Two cationic liposomal adjuvants CAF01 and CAF09 were formulated with the native or the recombinant Chlamydia muridarum major outer membrane protein (nMOMP and rMOMP). BALB/c mice were immunized with the four vaccine formulations using the subcutaneous followed by the intranasal (i.n.) routes. As positive controls mice were inoculated i.n. with live C. muridarum and negative controls received i.n. minimal essential medium (MEM). Four weeks after the last immunization mice were challenged i.n. with 104 inclusion forming units (IFU) of C. muridarum. Following the challenge the mice were weighed daily. At 10days post-challenge the mice were euthanized, their lungs weighed and the number of C. muridarum IFU determined. Serum collected the day before the challenge showed that all four groups of mice immunized with CAF01, or CAF09 and MOMP had significant C. muridarum-specific antibody titers. As determined by a T-cell lymphoproliferative assay, these four groups of mice also mounted robust cell mediated immune responses with high production of IFN-γ and IL17 and low levels of IL-4. Following the challenge the four groups of mice lost significantly less body weight than the MEM-immunized group. Lungs of mice vaccinated with CAF01, or CAF09, and nMOMP were significantly lighter than those from mice immunized using rMOMP. The number of IFU recovered from the lungs of mice vaccinated with CAF01, or CAF09, and nMOMP was similar to the number of IFU recovered from mice immunized with live EB. Mice that received rMOMP had significantly higher numbers of IFU than other groups. In conclusion, CAF01 and CAF09 elicited very robust protective humoral and cellular immune responses and were equally effective at adjuntavizing the C. muridarum MOMP. Mice vaccinated with nMOMP were significantly better protected than those immunized with rMOMP, indicative of the importance of the structural conformation of this antigen in protection.

Induction of CD8+ T-cell responses against subunit antigens by the novel cationic liposomal CAF09 adjuvant.

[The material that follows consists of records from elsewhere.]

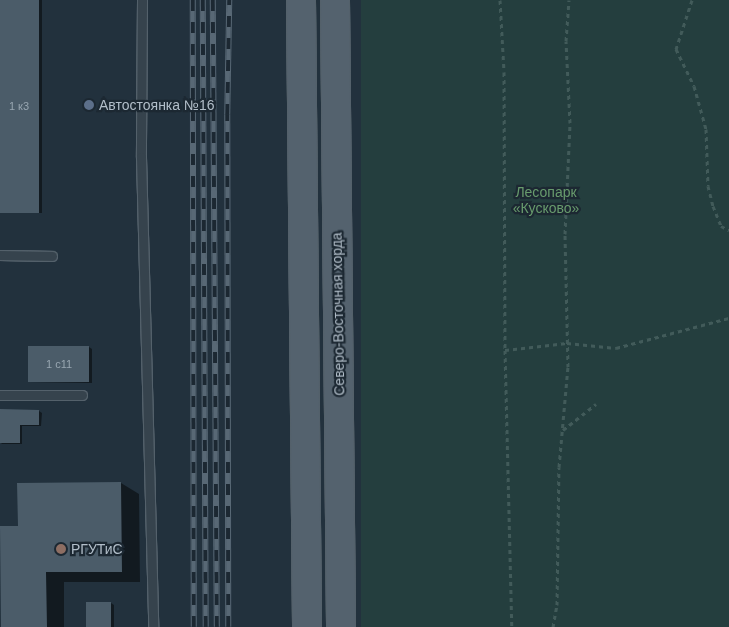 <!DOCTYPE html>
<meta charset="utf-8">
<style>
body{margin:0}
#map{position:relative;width:729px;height:627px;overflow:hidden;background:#22313d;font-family:Helvetica,sans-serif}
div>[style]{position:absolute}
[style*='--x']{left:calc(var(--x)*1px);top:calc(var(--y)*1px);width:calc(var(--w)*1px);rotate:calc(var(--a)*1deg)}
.green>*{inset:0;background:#243e3e;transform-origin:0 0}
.shadow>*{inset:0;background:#0007;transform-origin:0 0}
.building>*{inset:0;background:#4b5c69;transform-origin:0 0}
.path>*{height:3px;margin-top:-1.5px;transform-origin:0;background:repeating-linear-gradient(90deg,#425b5a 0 4px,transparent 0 8px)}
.roads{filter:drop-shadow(1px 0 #54616b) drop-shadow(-1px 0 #54616b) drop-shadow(0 1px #54616b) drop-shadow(0 -1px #54616b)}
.service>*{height:9px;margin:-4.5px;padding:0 4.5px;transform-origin:4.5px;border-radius:4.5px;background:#36434d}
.primary>*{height:28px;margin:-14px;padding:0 14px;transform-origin:14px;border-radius:14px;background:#54626e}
.rail>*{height:5.5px;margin-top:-2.75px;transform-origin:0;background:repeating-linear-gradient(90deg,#1c2832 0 11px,#586875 0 22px);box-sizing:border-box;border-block:1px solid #586875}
.dots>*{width:14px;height:14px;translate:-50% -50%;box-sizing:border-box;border:2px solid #1c2832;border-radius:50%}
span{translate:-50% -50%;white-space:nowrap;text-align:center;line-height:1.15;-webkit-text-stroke:4.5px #1c2832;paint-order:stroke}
.number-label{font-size:11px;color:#98a6b1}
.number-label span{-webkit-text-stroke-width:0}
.poi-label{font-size:14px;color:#b2bec9}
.left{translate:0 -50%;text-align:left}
.park-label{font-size:14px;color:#689b6d}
.street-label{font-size:14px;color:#b2bec9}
</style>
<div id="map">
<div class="green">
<div style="left:361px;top:0;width:368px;height:627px"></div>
</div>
<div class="shadow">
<div style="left:0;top:0;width:42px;height:213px"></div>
<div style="clip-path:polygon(89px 347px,92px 349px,92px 383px,30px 382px)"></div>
<div style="clip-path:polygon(0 410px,39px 411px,42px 413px,41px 426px,22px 426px,22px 444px,2px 444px,0 442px)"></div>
<div style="clip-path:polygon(121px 483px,139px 494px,140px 582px,64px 582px,64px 627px,3px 627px,19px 527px)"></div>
<div style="clip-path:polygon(111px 603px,114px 605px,114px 627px,88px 627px)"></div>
</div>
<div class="building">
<div style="left:0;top:0;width:39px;height:213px"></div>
<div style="left:89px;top:346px;width:36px;height:61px;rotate:90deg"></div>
<div style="clip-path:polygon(0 409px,39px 410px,39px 425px,20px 425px,20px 443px,0 443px)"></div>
<div style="clip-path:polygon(121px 482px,122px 572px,46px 572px,47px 627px,1px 627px,0 526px,18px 526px,17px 483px)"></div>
<div style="left:86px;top:602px;width:25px;height:25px"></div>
</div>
<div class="path">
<div style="--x:500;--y:0;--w:72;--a:86.8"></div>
<div style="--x:504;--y:72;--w:278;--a:89.8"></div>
<div style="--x:505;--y:350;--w:277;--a:88.6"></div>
<div style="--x:692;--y:0;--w:52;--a:108.1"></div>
<div style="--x:676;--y:49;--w:41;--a:64.1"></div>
<div style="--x:694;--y:86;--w:45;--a:74.4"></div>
<div style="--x:706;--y:129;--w:57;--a:88"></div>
<div style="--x:708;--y:186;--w:21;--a:76"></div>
<div style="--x:713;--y:206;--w:22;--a:68"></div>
<div style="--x:721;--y:226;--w:9;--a:27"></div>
<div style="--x:505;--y:350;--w:62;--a:-6.4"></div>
<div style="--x:567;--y:343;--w:49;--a:5.8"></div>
<div style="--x:616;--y:348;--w:117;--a:-14.9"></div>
<div style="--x:563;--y:430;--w:42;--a:-38.2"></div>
<div style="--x:553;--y:627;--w:22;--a:-80"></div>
<div style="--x:557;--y:605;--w:138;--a:-89.2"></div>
<div style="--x:559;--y:467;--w:100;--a:-84.9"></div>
<div style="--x:568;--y:367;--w:133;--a:-91.3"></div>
<div style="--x:565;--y:234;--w:111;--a:-87.4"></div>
<div style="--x:570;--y:123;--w:82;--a:-92.8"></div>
<div style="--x:566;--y:41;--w:41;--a:-85.8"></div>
</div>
<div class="roads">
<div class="service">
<div style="--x:142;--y:0;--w:157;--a:90.4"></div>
<div style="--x:141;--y:157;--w:470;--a:88.5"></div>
<div style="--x:0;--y:255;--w:52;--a:1.1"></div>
<div style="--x:0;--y:395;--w:82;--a:0"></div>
</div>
<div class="primary">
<div style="--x:301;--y:0;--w:627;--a:89.45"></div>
<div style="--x:335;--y:0;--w:627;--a:89.45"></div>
</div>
</div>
<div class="rail">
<div style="--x:193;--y:0;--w:627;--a:89.91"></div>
<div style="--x:203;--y:0;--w:627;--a:89.73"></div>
<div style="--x:213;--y:0;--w:627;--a:89.63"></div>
<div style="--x:228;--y:627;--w:512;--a:-90.11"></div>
<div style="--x:227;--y:115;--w:115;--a:-89"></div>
</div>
<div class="dots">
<div style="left:89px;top:105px;background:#5c6f8a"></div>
<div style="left:61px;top:549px;background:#8d6e63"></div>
</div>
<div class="number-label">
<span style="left:19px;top:106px">1 к3</span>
<span style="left:59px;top:364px">1 с11</span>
</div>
<div class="poi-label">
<span class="left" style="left:99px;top:105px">Автостоянка №16</span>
<span class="left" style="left:71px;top:549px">РГУТиС</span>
</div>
<div class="park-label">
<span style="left:546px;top:200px">Лесопарк<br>«Кусково»</span>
</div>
<div class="street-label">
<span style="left:338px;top:314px;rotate:-91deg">Северо-Восточная хорда</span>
</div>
</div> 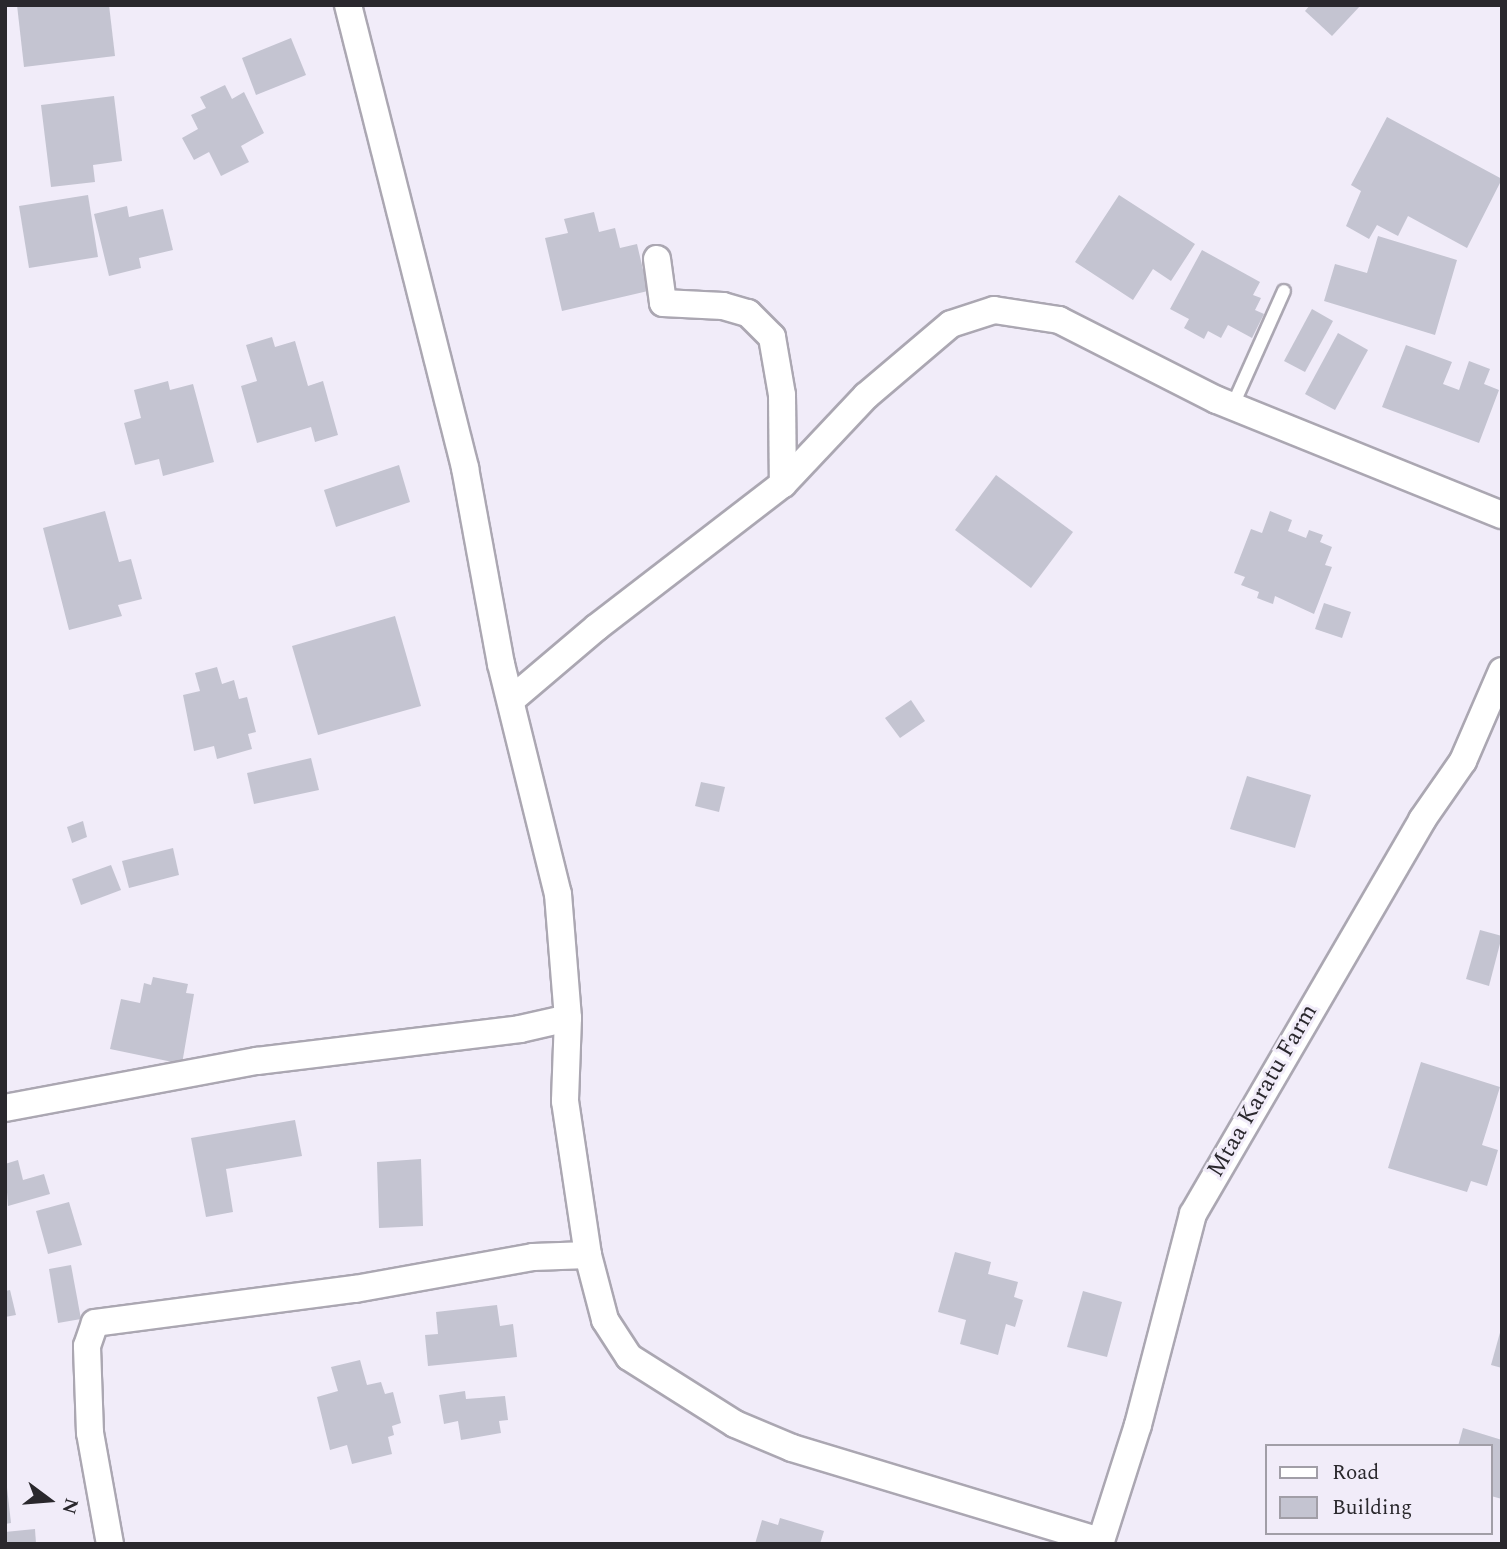 <!DOCTYPE html>
<style>
body{margin:0}
#map{position:relative;width:1507px;height:1549px;overflow:hidden;background:#f1ecf9;font-family:Spectral,serif}
div>[style]{position:absolute}
.building>*{inset:0;background:#c4c4d1}
.roads{filter:drop-shadow(2px 0 #aba7b2) drop-shadow(-2px 0 #aba7b2) drop-shadow(0 2px #aba7b2) drop-shadow(0 -2px #aba7b2)}
.lane>*{height:12px;margin:-6px;padding:0 6px;transform-origin:6px;border-radius:6px;background:#fff}
.street>*{height:26px;margin:-13px;padding:0 13px;transform-origin:13px;border-radius:13px;background:#fff}
span{translate:-50% -50%;white-space:nowrap;text-align:center;line-height:1.15;-webkit-text-stroke:6px #f1ecf9;paint-order:stroke}
.street-label{font-size:24px;color:#2a282d}
.frame{position:absolute;inset:0;border:7px solid #2a282d;pointer-events:none}
.legend{position:absolute;left:1265px;top:1444px;width:228px;height:91px;box-sizing:border-box;background:#f1ecf9;border:2px solid #a19ea7;margin:0;padding:9px 12px;list-style:none;font-size:21px;color:#2a282d}
.legend li{display:flex;align-items:center;gap:14px;height:35px}
.legend b{width:35px;border:2px solid #a19ea7}
.north{position:absolute;left:14px;top:1465px;width:70px;height:70px;-webkit-text-stroke:5px #f1ecf9;paint-order:stroke;rotate:106deg;font-size:19px;font-weight:700;line-height:28px;text-align:center;color:#2a282d}
.north::after{content:'';display:block;margin:auto;width:24px;height:32px;background:#2a282d;clip-path:polygon(50% 0,100% 100%,50% 72%,0 100%)}
</style>
<div id="map">
<div class="building">
<i style="clip-path:polygon(17px 5px,109px 5px,115px 56px,24px 67px)"></i>
<i style="clip-path:polygon(1310px 5px,1361px 5px,1332px 36px,1305px 11px)"></i>
<i style="clip-path:polygon(291px 38px,306px 75px,256px 95px,242px 58px)"></i>
<i style="clip-path:polygon(225px 85px,232px 99px,244px 92px,264px 133px,241px 146px,249px 162px,221px 176px,209px 152px,194px 160px,182px 138px,198px 129px,191px 115px,206px 108px,200px 97px)"></i>
<i style="clip-path:polygon(114px 96px,122px 161px,93px 165px,95px 182px,51px 187px,41px 105px)"></i>
<i style="clip-path:polygon(1387px 117px,1502px 179px,1467px 248px,1408px 216px,1398px 236px,1377px 225px,1369px 239px,1346px 226px,1361px 191px,1351px 185px)"></i>
<i style="clip-path:polygon(88px 195px,98px 257px,29px 268px,19px 206px)"></i>
<i style="clip-path:polygon(1119px 195px,1195px 244px,1171px 281px,1153px 269px,1133px 300px,1075px 262px)"></i>
<i style="clip-path:polygon(127px 206px,129px 217px,163px 209px,173px 250px,139px 258px,141px 268px,109px 276px,94px 214px)"></i>
<i style="clip-path:polygon(594px 212px,599px 232px,615px 228px,620px 248px,637px 244px,648px 291px,562px 311px,545px 238px,568px 233px,564px 219px)"></i>
<i style="clip-path:polygon(1378px 236px,1457px 260px,1435px 335px,1324px 301px,1335px 264px,1367px 273px)"></i>
<i style="clip-path:polygon(1202px 250px,1260px 282px,1253px 295px,1261px 298px,1255px 310px,1264px 314px,1252px 338px,1228px 325px,1221px 338px,1208px 331px,1204px 339px,1184px 328px,1189px 319px,1170px 309px)"></i>
<i style="clip-path:polygon(1312px 309px,1333px 321px,1305px 372px,1284px 361px)"></i>
<i style="clip-path:polygon(1338px 333px,1368px 350px,1335px 410px,1305px 394px)"></i>
<i style="clip-path:polygon(272px 337px,275px 347px,295px 341px,308px 386px,323px 381px,338px 435px,315px 442px,311px 427px,257px 443px,241px 386px,257px 381px,246px 345px)"></i>
<i style="clip-path:polygon(1406px 345px,1452px 362px,1443px 384px,1459px 390px,1469px 361px,1490px 369px,1484px 384px,1499px 390px,1479px 443px,1382px 407px)"></i>
<i style="clip-path:polygon(168px 381px,170px 390px,193px 384px,214px 462px,163px 476px,159px 459px,135px 465px,124px 423px,141px 418px,134px 390px)"></i>
<i style="clip-path:polygon(399px 465px,410px 502px,336px 527px,324px 490px)"></i>
<i style="clip-path:polygon(996px 475px,1073px 532px,1031px 588px,955px 530px)"></i>
<i style="clip-path:polygon(105px 511px,119px 562px,131px 559px,142px 599px,118px 605px,122px 616px,69px 630px,43px 528px)"></i>
<i style="clip-path:polygon(1270px 511px,1292px 520px,1288px 531px,1306px 538px,1309px 530px,1323px 535px,1320px 542px,1332px 547px,1325px 565px,1332px 567px,1314px 614px,1275px 596px,1273px 604px,1257px 598px,1259px 592px,1241px 585px,1245px 577px,1234px 573px,1251px 529px,1262px 533px)"></i>
<i style="clip-path:polygon(1324px 603px,1351px 612px,1342px 638px,1315px 629px)"></i>
<i style="clip-path:polygon(395px 616px,421px 706px,318px 735px,292px 646px)"></i>
<i style="clip-path:polygon(217px 667px,222px 684px,234px 680px,239px 699px,247px 697px,256px 732px,248px 734px,252px 749px,217px 759px,214px 746px,194px 751px,183px 695px,200px 691px,195px 673px)"></i>
<i style="clip-path:polygon(911px 700px,925px 721px,900px 738px,885px 718px)"></i>
<i style="clip-path:polygon(311px 758px,319px 790px,254px 804px,247px 773px)"></i>
<i style="clip-path:polygon(1247px 776px,1311px 795px,1295px 848px,1230px 829px)"></i>
<i style="clip-path:polygon(701px 782px,725px 787px,719px 812px,695px 806px)"></i>
<i style="clip-path:polygon(83px 821px,87px 837px,72px 843px,67px 827px)"></i>
<i style="clip-path:polygon(173px 848px,179px 875px,129px 888px,122px 861px)"></i>
<i style="clip-path:polygon(111px 865px,121px 890px,81px 905px,72px 879px)"></i>
<i style="clip-path:polygon(1480px 930px,1502px 936px,1489px 986px,1466px 979px)"></i>
<i style="clip-path:polygon(153px 977px,188px 984px,186px 993px,194px 994px,182px 1064px,110px 1049px,121px 999px,140px 1003px,144px 983px,151px 985px)"></i>
<i style="clip-path:polygon(1421px 1062px,1500px 1087px,1482px 1145px,1498px 1150px,1487px 1186px,1471px 1181px,1467px 1192px,1388px 1168px)"></i>
<i style="clip-path:polygon(295px 1120px,302px 1156px,226px 1169px,233px 1212px,206px 1217px,191px 1138px)"></i>
<i style="clip-path:polygon(421px 1159px,423px 1226px,379px 1228px,377px 1162px)"></i>
<i style="clip-path:polygon(18px 1160px,23px 1180px,44px 1174px,50px 1194px,8px 1206px,5px 1164px)"></i>
<i style="clip-path:polygon(69px 1202px,82px 1245px,48px 1254px,36px 1211px)"></i>
<i style="clip-path:polygon(955px 1252px,991px 1262px,988px 1274px,1018px 1282px,1014px 1297px,1023px 1300px,1015px 1327px,1006px 1324px,998px 1355px,960px 1344px,966px 1320px,938px 1312px)"></i>
<i style="clip-path:polygon(71px 1265px,81px 1319px,58px 1323px,49px 1269px)"></i>
<i style="clip-path:polygon(10px 1290px,16px 1315px,5px 1317px,5px 1291px)"></i>
<i style="clip-path:polygon(1083px 1291px,1122px 1302px,1107px 1357px,1067px 1347px)"></i>
<i style="clip-path:polygon(497px 1305px,500px 1326px,513px 1324px,517px 1357px,428px 1366px,425px 1335px,438px 1334px,436px 1312px)"></i>
<i style="clip-path:polygon(1501px 1329px,1502px 1329px,1502px 1368px,1491px 1365px)"></i>
<i style="clip-path:polygon(360px 1360px,367px 1385px,381px 1382px,385px 1394px,393px 1392px,401px 1423px,392px 1426px,394px 1435px,388px 1437px,392px 1454px,352px 1464px,347px 1445px,330px 1450px,317px 1397px,338px 1391px,331px 1367px)"></i>
<i style="clip-path:polygon(465px 1391px,466px 1399px,505px 1396px,508px 1420px,499px 1421px,501px 1433px,461px 1440px,458px 1421px,444px 1424px,439px 1395px)"></i>
<i style="clip-path:polygon(1463px 1428px,1502px 1440px,1502px 1499px,1491px 1496px,1491px 1446px,1458px 1446px)"></i>
<i style="clip-path:polygon(5px 1470px,11px 1523px,5px 1524px)"></i>
<i style="clip-path:polygon(780px 1518px,824px 1531px,820px 1544px,755px 1544px,762px 1520px,778px 1525px)"></i>
<i style="clip-path:polygon(35px 1529px,36px 1544px,5px 1544px,5px 1532px)"></i>
</div>
<div class="roads">
<div class="lane">
<i style="left:1232px;top:407px;width:127px;rotate:-65.9deg"></i>
</div>
<div class="street">
<i style="left:348px;top:5px;width:478px;rotate:75.8deg"></i>
<i style="left:465px;top:468px;width:199px;rotate:79.6deg"></i>
<i style="left:501px;top:664px;width:237px;rotate:76.1deg"></i>
<i style="left:558px;top:894px;width:124px;rotate:85.4deg"></i>
<i style="left:568px;top:1018px;width:83px;rotate:92.1deg"></i>
<i style="left:565px;top:1101px;width:156px;rotate:81.5deg"></i>
<i style="left:588px;top:1255px;width:67px;rotate:75.3deg"></i>
<i style="left:605px;top:1320px;width:44px;rotate:57deg"></i>
<i style="left:629px;top:1357px;width:125px;rotate:32.3deg"></i>
<i style="left:735px;top:1424px;width:62px;rotate:22.8deg"></i>
<i style="left:792px;top:1448px;width:323px;rotate:16.8deg"></i>
<i style="left:657px;top:259px;width:44px;rotate:82.2deg"></i>
<i style="left:663px;top:303px;width:60px;rotate:2.9deg"></i>
<i style="left:723px;top:306px;width:26px;rotate:16deg"></i>
<i style="left:748px;top:313px;width:34px;rotate:45deg"></i>
<i style="left:772px;top:337px;width:59px;rotate:80.2deg"></i>
<i style="left:782px;top:395px;width:89px;rotate:89.4deg"></i>
<i style="left:511px;top:700px;width:113px;rotate:-40.3deg"></i>
<i style="left:597px;top:627px;width:235px;rotate:-37.6deg"></i>
<i style="left:783px;top:484px;width:121px;rotate:-46.7deg"></i>
<i style="left:866px;top:396px;width:111px;rotate:-40.3deg"></i>
<i style="left:951px;top:324px;width:45px;rotate:-18deg"></i>
<i style="left:994px;top:310px;width:66px;rotate:8.7deg"></i>
<i style="left:1059px;top:320px;width:177px;rotate:26.9deg"></i>
<i style="left:1217px;top:400px;width:307px;rotate:22deg"></i>
<i style="left:5px;top:1108px;width:256px;rotate:-10.6deg"></i>
<i style="left:257px;top:1061px;width:265px;rotate:-6.9deg"></i>
<i style="left:520px;top:1029px;width:49px;rotate:-12.9deg"></i>
<i style="left:110px;top:1544px;width:113px;rotate:-100.2deg"></i>
<i style="left:90px;top:1433px;width:87px;rotate:-92deg"></i>
<i style="left:87px;top:1346px;width:24px;rotate:-71deg"></i>
<i style="left:95px;top:1323px;width:262px;rotate:-7.5deg"></i>
<i style="left:355px;top:1289px;width:181px;rotate:-10.2deg"></i>
<i style="left:533px;top:1257px;width:55px;rotate:-2.1deg"></i>
<i style="left:1100px;top:1544px;width:125px;rotate:-72.3deg"></i>
<i style="left:1138px;top:1425px;width:218px;rotate:-75.4deg"></i>
<i style="left:1193px;top:1214px;width:456px;rotate:-59.8deg"></i>
<i style="left:1422px;top:820px;width:72px;rotate:-55.2deg"></i>
<i style="left:1463px;top:761px;width:98px;rotate:-66.6deg"></i>
</div>
</div>
<div class="street-label">
<span style="left:1263px;top:1091px;rotate:-60deg">Mtaa Karatu Farm</span>
</div>
<div class="frame"></div>
<ul class="legend">
<li><b style="height:9px;background:#fff"></b>Road</li>
<li><b style="height:19px;background:#c4c4d1"></b>Building</li>
</ul>
<div class="north">N</div>
</div>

Vaccines inducing cytotoxic T-cell responses are required to achieve protection against cancers and intracellular infections such as HIV and Hepatitis C virus. Induction of CD8+ T cell responses in animal models can be achieved by the use of viral vectors or DNA vaccines but so far without much clinical success. Here we describe the novel CD8+ T-cell inducing adjuvant, cationic adjuvant formulation (CAF) 09, consisting of dimethyldioctadecylammonium (DDA)-liposomes stabilized with monomycoloyl glycerol (MMG)-1 and combined with the TLR3 ligand, Poly(I:C). Different antigens from tuberculosis (TB10.3, H56), HIV (Gag p24), HPV (E7) and the model antigen ovalbumin were formulated with CAF09 and administering these vaccines to mice resulted in a high frequency of antigen-specific CD8+ T cells. CAF09 was superior in its ability to induce antigen-specific CD8+ T cells as compared to other previously described CTL-inducing adjuvants, CAF05 (DDA/trehalose dibehenate (TDB)/Poly(I:C)), Aluminium/monophosphoryl lipid-A (MPL) and Montanide/CpG/IL-2. The optimal effect was obtained when the CAF09-adjuvanted vaccine was administered by the i.p. route, whereas s.c. administration primed limited CD8+ T-cell responses. The CD4+ T cells induced by CAF09 were mainly of an effector-memory-like phenotype and the CD8+ T cells were highly cytotoxic. Finally, in a mouse therapeutic skin tumor model, the HPV-16 E7 antigen formulated in CAF09 significantly reduced the growth of already established subcutaneous E7-expressing TC-1 tumors in 38% of the mice and in a corresponding prophylactic model 100% of the mice were protected. Thus, CAF09 is a potent new adjuvant which is able to induce CD8+ T-cell responses against several antigens and to enhance the protective efficacy of an E7 vaccine both in a therapeutic and in a prophylactic tumor model.